Los primeros días de septiembre tienen una luz diferente, como los últimos de marzo. ¿Sensación subjetiva? Es muy probable. En estos primeros días de un año nuevo (sí, soy de esa clase de personas para las que los años empiezan con el curso académico), pienso en el verano, pero sin crisis existencial de por medio. No, no voy a llorar (algún sabio compositor añadiría: «que la vida es un carnaval»). Pensar en el verano es pensar en las noches, al menos para mí. Noches y madrugadas de literatura sin libros. ¿De literatura sin qué? Siempre acabo teniendo que explicarme para volver de nuevo a este punto, así que recordadlo mientras lo hago: noches y madrugadas de literatura sin libros.
¿Que qué tiene esto que ver con las noches de verano? Seguramente nada, puede que todo. El caso es que un día, de repente, estás ahí, sentada (voy a utilizar el femenino, que todos se sientan incluidos), con los pies descalzos dibujando espirales en la arena de la playa, hay música y hay risas, hay olas que vienen a romper en la orilla, cerca de donde estás, hay estrellas y una luna menguante, hay brisa, hay una pareja de ancianos cerca de ti, no se miran, te preguntas por qué, hay silencios y hay conversaciones, hay armonía en todo el caos que te rodea. Y de repente, ¡PUM! (me he dicho: ¿por qué no utilizar una onomatopeya?), caes en la cuenta de que, ¡oh, Dios mío!, eso que miras, escuchas y percibes es un contexto. Pero no se trata de uno cualquiera, no, es el de las noches y las madrugadas de verano.
Ahora viene la parte importante: con literatura sin libros. Puede sonar raro, absurdo para algunos, pero para mí, el contexto es la levadura para que las sensaciones crezcan, se amplifiquen. Cuando están despiertas, lejos y cerca del mundanal ruido, entonces ocurre algo. Sin más, te olvidas de ti, y eso es maravilloso y tal vez un tanto espeluznante. Pero lo haces. Y eres otra persona, alguien que espera a otro alguien. Alguien sin nombre. Alguien que se dedica a otra cosa. Alguien que es capaz de crear un historia para la pareja que no se mira, porque, ¿quién puede decirte que no sea cierta si tú eres también un producto de tu propia imaginación? Eres alguien. Eres alguien, pero puedes dejar de serlo en cualquier momento, recuperar tu identidad. Sin embargo, no lo haces. Prefieres ser el alguien que mira a los que no se miran.
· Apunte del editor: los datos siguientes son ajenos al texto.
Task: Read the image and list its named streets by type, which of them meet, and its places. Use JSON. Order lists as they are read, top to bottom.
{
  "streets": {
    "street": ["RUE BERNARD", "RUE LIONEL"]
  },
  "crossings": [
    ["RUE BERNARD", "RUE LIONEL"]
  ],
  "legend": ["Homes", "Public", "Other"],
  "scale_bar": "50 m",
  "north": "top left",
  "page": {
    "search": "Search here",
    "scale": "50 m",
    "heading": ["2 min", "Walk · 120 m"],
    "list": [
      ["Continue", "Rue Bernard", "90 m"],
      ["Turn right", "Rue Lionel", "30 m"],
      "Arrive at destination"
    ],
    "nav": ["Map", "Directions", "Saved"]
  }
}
Deben de llevar casados muchos años, parecen de los que no necesitan hablar, puede que se lo hayan contado todo, quizá no queden secretos por desvelar. Quizá queden muchísimos pero ya no quieran compartirlos. Es posible que en unas horas se levanten y se vayan, vuelvan a su casa, se desvistan el uno frente al otro, mirándose esta vez, pero sin verse. Cada uno en su lado de la cama. Se cubrirán con una sábana suave, de esas que se enredan alrededor del cuerpo, y se quedarán mirando al techo o quizá a la pared más cercana. Uno de los dos se preguntará, para sí, por qué les miraba tanto esa chica de la playa, era alguien peculiar. Se quedarán dormidos, no al mismo tiempo, puede que ella antes, pensando que él ya duerme. Él no lo hará con tanta facilidad, puede que siga soñando con la guitarra que ha visto en la tienda de música.
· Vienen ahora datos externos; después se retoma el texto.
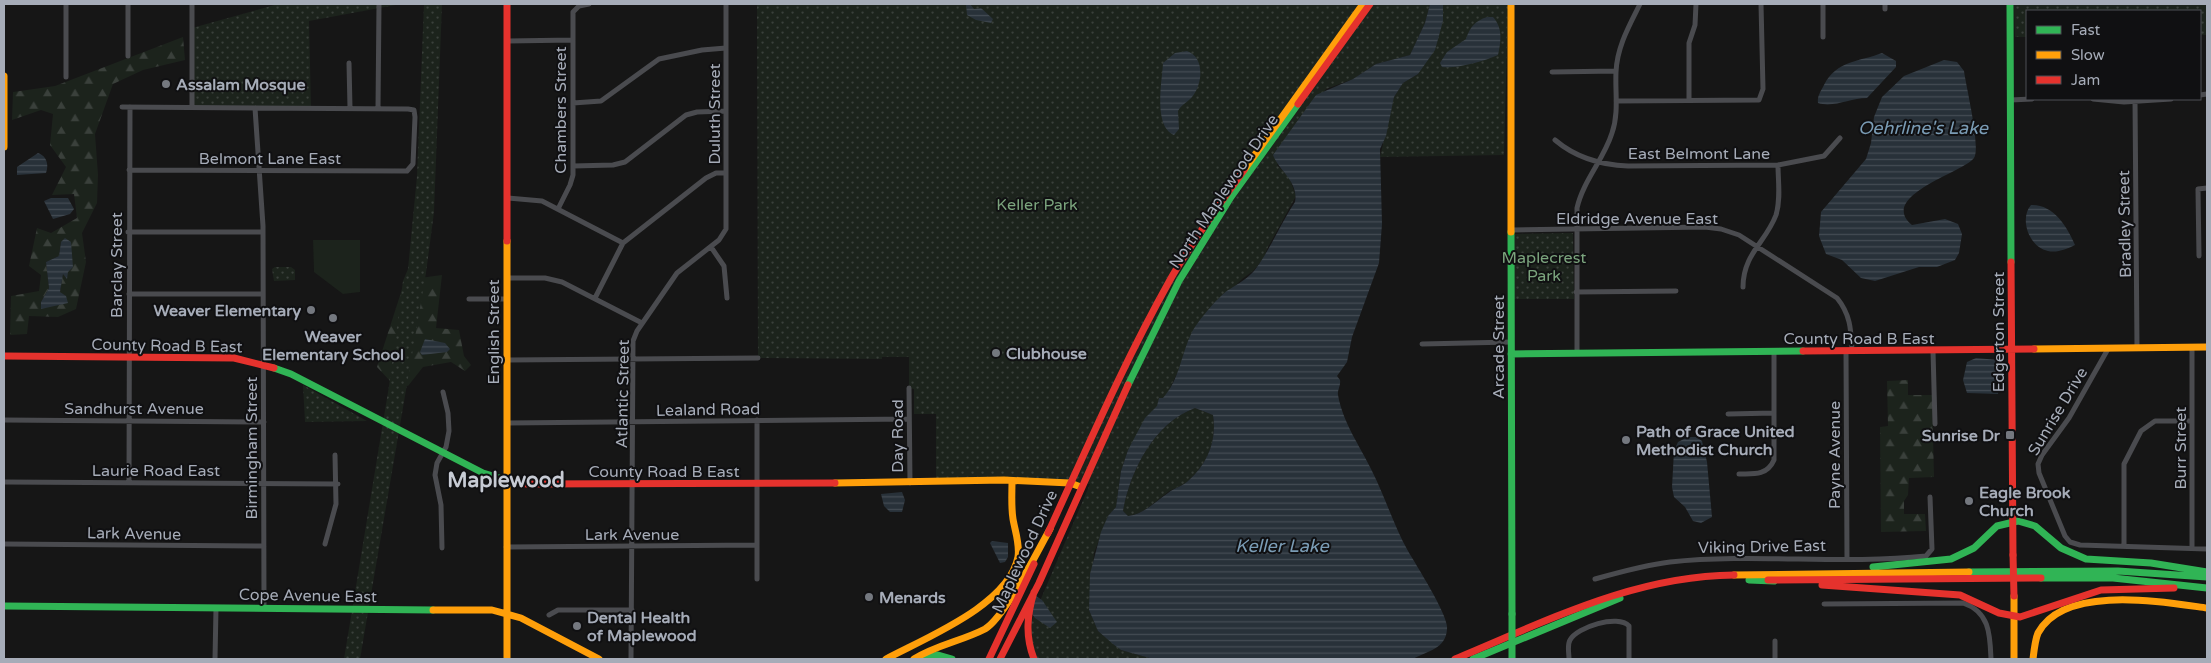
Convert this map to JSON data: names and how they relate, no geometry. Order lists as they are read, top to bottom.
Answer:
{
  "streets": {
    "main road": [
      "North Maplewood Drive",
      "English Street",
      "Edgerton Street",
      "County Road B East",
      "Arcade Street",
      "Maplewood Drive",
      "Cope Avenue East"
    ],
    "street": [
      "Chambers Street",
      "Duluth Street",
      "East Belmont Lane",
      "Belmont Lane East",
      "Eldridge Avenue East",
      "Bradley Street",
      "Barclay Street",
      "Atlantic Street",
      "Sandhurst Avenue",
      "Lealand Road",
      "Sunrise Drive",
      "Day Road",
      "Birmingham Street",
      "Burr Street",
      "Payne Avenue",
      "Laurie Road East",
      "Lark Avenue",
      "Viking Drive East"
    ]
  },
  "crossings": [
    ["Duluth Street", "Atlantic Street"],
    ["Belmont Lane East", "Barclay Street"],
    ["Belmont Lane East", "Birmingham Street"],
    ["North Maplewood Drive", "County Road B East"],
    ["North Maplewood Drive", "Maplewood Drive"],
    ["Eldridge Avenue East", "County Road B East"],
    ["Eldridge Avenue East", "Arcade Street"],
    ["Eldridge Avenue East", "Payne Avenue"],
    ["Bradley Street", "County Road B East"],
    ["Barclay Street", "County Road B East"],
    ["Barclay Street", "Sandhurst Avenue"],
    ["Barclay Street", "Laurie Road East"],
    ["English Street", "County Road B East"],
    ["English Street", "Lealand Road"],
    ["English Street", "Lark Avenue"],
    ["English Street", "Cope Avenue East"],
    ["Edgerton Street", "County Road B East"],
    ["County Road B East", "Arcade Street"],
    ["County Road B East", "Atlantic Street"],
    ["County Road B East", "Sunrise Drive"],
    ["County Road B East", "Day Road"],
    ["County Road B East", "Birmingham Street"],
    ["County Road B East", "Burr Street"],
    ["County Road B East", "Payne Avenue"],
    ["County Road B East", "Maplewood Drive"],
    ["Atlantic Street", "Lealand Road"],
    ["Atlantic Street", "Lark Avenue"],
    ["Sandhurst Avenue", "Birmingham Street"],
    ["Lealand Road", "Day Road"],
    ["Birmingham Street", "Laurie Road East"],
    ["Birmingham Street", "Lark Avenue"],
    ["Birmingham Street", "Cope Avenue East"],
    ["Payne Avenue", "Viking Drive East"]
  ],
  "districts": ["Maplewood"],
  "water": ["Oehrline's Lake", "Keller Lake"],
  "parks": ["Keller Park", "Maplecrest Park"],
  "places": {
    "other": [
      "Assalam Mosque",
      "Weaver Elementary",
      "Weaver Elementary School",
      "Clubhouse",
      "Path of Grace United Methodist Church",
      "Eagle Brook Church",
      "Menards",
      "Dental Health of Maplewood"
    ],
    "transit": ["Sunrise Dr"]
  },
  "legend": ["Fast", "Slow", "Jam"]
}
Y tú serás por fin alguien, pero no solo para ti. Pensarán en ti como la chica que miraba a todos lados. Eso que haces siempre siendo tú, con nombre. Eso que no puedes evitar. Esperad, ¿por qué hablo en segunda persona si soy yo? Tal vez, como he dicho antes, nos olvidamos, en el contexto correcto de quiénes somos. Es más fácil en las noches y en las madrugadas de verano, donde caben todos los relatos del mundo porque no hay prisa, porque las horas pasan lento, quizá porque las noches se sienten cautivas de la luz del día. Puede que ahí surja esa luz distinta de la que hablaba, a lo mejor ese también es un contexto de otro alguien. Mío o vuestro. Ahora nuestro. Fijaos en la luz de septiembre, seguro que os recuerda a alguna noche y a mucha literatura.
¡Feliz regreso de vacaciones, ¿habéis vuelto en tren?!